====== Study material ======

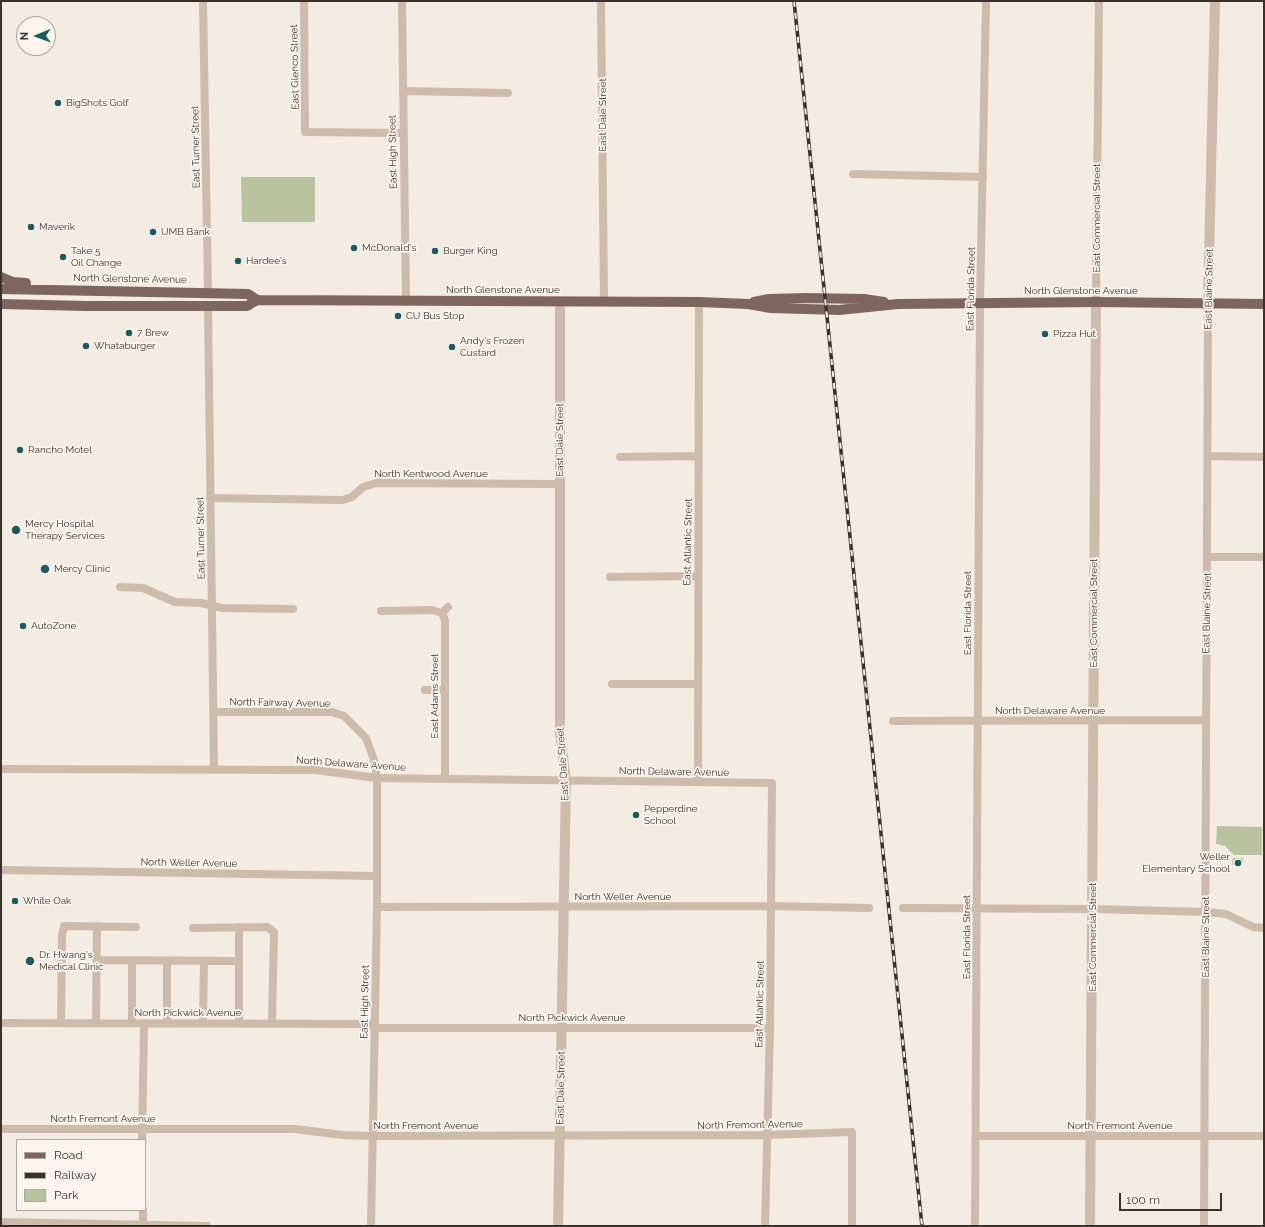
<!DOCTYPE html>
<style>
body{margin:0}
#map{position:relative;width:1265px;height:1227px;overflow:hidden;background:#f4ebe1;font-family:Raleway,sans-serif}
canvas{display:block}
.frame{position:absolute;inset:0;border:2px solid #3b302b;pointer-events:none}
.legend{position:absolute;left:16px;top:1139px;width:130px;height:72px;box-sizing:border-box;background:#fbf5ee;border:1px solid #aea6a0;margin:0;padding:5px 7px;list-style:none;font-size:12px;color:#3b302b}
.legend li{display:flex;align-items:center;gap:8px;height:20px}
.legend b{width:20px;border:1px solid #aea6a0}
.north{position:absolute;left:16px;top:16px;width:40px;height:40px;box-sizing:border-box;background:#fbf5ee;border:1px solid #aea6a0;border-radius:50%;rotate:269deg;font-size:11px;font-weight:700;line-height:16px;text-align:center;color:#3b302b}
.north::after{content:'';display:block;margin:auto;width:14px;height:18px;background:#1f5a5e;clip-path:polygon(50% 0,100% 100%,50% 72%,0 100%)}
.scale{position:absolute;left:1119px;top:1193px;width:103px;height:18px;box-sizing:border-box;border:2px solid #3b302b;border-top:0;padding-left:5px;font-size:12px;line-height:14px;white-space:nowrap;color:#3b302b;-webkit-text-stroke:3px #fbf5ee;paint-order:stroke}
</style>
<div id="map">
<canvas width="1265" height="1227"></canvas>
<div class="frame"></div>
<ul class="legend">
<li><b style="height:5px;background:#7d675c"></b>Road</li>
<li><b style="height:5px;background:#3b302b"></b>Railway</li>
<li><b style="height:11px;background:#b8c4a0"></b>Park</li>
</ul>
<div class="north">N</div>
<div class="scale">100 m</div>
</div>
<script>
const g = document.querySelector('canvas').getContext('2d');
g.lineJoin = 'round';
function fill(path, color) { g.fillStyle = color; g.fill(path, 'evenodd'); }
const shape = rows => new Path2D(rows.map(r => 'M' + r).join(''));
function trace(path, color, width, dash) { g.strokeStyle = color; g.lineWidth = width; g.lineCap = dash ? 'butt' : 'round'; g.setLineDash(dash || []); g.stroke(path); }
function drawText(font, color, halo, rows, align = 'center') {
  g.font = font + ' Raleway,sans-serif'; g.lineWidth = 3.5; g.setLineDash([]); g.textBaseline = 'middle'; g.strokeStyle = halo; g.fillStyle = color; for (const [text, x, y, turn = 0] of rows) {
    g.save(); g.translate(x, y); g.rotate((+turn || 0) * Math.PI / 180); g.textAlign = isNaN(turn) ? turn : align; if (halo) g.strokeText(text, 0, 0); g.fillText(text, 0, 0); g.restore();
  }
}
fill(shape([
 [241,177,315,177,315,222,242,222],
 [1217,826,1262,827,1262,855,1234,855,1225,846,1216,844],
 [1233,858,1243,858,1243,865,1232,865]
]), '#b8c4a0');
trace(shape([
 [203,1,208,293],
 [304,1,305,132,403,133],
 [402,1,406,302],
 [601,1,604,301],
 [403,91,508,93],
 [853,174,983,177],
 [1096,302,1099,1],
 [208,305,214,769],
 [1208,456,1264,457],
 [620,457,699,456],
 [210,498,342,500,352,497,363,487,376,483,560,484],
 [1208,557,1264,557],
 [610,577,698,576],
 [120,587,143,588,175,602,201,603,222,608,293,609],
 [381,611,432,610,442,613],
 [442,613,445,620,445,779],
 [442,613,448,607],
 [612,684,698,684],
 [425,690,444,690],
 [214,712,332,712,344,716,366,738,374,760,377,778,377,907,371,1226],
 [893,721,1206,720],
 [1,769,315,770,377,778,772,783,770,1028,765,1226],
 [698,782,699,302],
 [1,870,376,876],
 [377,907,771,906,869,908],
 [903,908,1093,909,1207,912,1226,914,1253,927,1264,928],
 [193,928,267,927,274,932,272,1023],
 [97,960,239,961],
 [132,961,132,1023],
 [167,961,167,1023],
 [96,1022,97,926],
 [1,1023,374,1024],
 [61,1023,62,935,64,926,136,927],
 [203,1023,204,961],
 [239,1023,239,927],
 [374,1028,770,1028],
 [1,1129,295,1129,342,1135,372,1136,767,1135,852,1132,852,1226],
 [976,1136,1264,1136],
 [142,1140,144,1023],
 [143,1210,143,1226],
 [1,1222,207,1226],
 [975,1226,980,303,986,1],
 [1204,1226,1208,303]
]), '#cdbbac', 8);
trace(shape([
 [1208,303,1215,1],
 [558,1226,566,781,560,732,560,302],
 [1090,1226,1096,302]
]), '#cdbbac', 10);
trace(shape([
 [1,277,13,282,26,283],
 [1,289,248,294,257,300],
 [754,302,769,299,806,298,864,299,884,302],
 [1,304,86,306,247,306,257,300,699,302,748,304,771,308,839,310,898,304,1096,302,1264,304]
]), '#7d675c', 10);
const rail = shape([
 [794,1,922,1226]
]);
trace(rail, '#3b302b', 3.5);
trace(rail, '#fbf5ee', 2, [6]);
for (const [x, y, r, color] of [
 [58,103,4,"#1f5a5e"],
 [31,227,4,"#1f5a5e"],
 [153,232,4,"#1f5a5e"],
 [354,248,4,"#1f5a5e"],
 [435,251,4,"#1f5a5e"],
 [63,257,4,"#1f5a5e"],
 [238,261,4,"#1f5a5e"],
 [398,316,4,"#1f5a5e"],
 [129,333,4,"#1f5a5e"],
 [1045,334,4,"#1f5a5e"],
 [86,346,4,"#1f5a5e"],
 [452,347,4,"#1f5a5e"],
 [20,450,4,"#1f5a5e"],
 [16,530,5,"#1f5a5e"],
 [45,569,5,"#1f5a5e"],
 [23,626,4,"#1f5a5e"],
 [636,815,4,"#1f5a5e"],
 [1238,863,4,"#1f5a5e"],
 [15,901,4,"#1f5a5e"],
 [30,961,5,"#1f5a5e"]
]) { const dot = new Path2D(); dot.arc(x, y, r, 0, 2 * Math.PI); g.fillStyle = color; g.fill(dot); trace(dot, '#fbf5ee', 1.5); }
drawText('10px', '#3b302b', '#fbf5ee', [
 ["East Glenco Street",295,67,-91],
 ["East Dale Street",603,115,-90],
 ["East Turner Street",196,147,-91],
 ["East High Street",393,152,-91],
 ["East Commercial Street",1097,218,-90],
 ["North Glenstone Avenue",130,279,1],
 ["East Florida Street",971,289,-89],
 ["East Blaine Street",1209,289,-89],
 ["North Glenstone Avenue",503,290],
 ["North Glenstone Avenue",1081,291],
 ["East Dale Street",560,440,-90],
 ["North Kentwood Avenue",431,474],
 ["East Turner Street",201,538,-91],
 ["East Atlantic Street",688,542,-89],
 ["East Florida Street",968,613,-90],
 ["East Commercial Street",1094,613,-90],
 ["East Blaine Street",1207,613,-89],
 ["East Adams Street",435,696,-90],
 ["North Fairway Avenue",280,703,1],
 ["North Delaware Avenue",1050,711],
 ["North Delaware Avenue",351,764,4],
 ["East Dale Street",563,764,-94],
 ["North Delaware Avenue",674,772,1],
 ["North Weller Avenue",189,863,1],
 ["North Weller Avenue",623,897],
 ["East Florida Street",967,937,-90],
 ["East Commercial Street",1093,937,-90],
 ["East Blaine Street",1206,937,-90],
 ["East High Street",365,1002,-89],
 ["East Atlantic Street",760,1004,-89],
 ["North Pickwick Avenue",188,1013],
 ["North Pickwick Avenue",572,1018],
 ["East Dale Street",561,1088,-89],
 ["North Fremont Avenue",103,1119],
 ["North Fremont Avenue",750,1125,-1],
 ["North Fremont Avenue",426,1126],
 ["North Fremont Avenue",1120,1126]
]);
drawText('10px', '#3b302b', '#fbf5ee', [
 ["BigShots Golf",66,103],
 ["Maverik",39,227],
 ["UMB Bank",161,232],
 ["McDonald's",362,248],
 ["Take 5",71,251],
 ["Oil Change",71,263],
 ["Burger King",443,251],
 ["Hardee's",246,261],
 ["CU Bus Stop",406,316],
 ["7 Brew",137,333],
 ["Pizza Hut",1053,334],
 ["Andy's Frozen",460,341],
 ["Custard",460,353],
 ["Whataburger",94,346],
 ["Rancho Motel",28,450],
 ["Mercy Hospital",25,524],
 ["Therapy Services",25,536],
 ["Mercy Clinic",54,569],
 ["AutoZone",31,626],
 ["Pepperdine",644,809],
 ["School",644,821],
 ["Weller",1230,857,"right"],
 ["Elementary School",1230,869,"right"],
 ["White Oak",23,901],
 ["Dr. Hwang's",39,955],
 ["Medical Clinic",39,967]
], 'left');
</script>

======

**Task requirements**
Using the material above, report each line where "lineWidth" occurs.

**Answer for the task**
function trace(path, color, width, dash) { g.strokeStyle = color; g.lineWidth = width; g.lineCap = dash ? 'butt' : 'round'; g.setLineDash(dash || []); g.stroke(path); }
  g.font = font + ' Raleway,sans-serif'; g.lineWidth = 3.5; g.setLineDash([]); g.textBaseline = 'middle'; g.strokeStyle = halo; g.fillStyle = color; for (const [text, x, y, turn = 0] of rows) {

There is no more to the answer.